=== Section Start ===

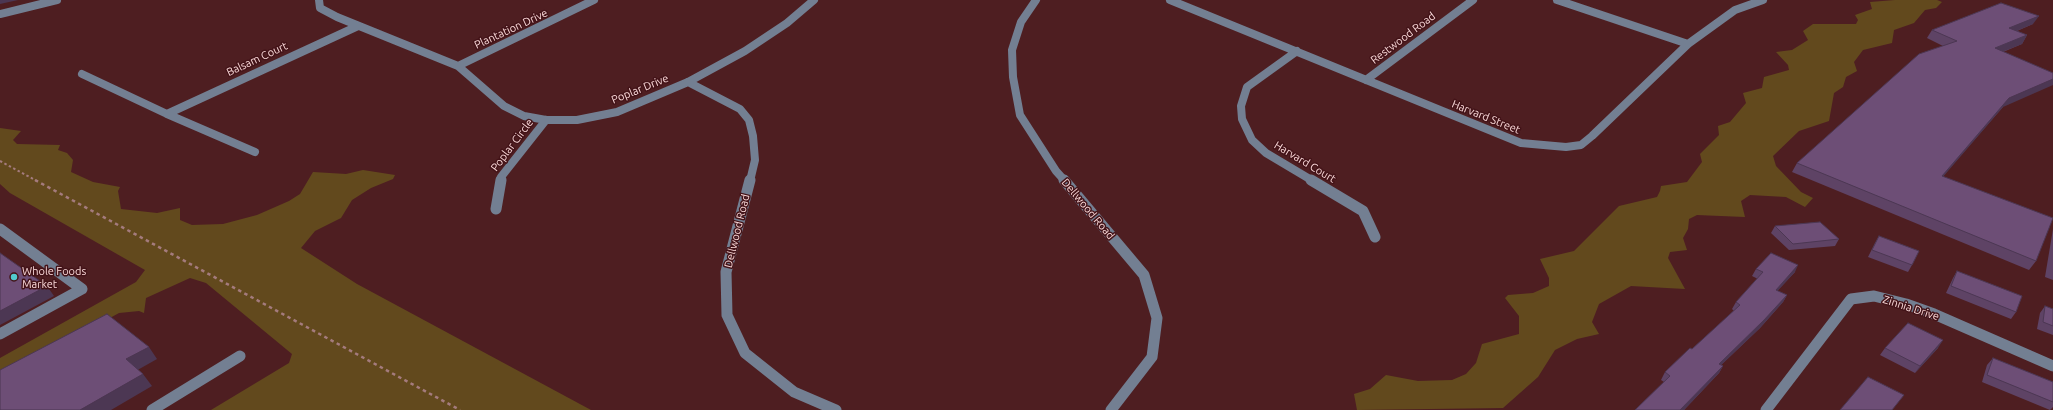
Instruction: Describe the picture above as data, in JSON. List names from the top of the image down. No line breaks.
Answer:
{"streets":{"street":["Plantation Drive","Restwood Road","Balsam Court","Poplar Drive","Harvard Street","Poplar Circle","Harvard Court","Dellwood Road","Zinnia Drive"]},"crossings":[["Plantation Drive","Poplar Drive"],["Restwood Road","Harvard Street"],["Balsam Court","Poplar Drive"],["Poplar Drive","Poplar Circle"],["Poplar Drive","Dellwood Road"],["Harvard Street","Harvard Court"]],"places":["Whole Foods Market"]}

=== Section End ===

Pictures aside, print every line of the material exactly.

• [Exercise answer]
Instruction: Describe the picture above as data, in JSON. List names from the top of the image down. No line breaks.
Answer:
{"streets":{"street":["Plantation Drive","Restwood Road","Balsam Court","Poplar Drive","Harvard Street","Poplar Circle","Harvard Court","Dellwood Road","Zinnia Drive"]},"crossings":[["Plantation Drive","Poplar Drive"],["Restwood Road","Harvard Street"],["Balsam Court","Poplar Drive"],["Poplar Drive","Poplar Circle"],["Poplar Drive","Dellwood Road"],["Harvard Street","Harvard Court"]],"places":["Whole Foods Market"]}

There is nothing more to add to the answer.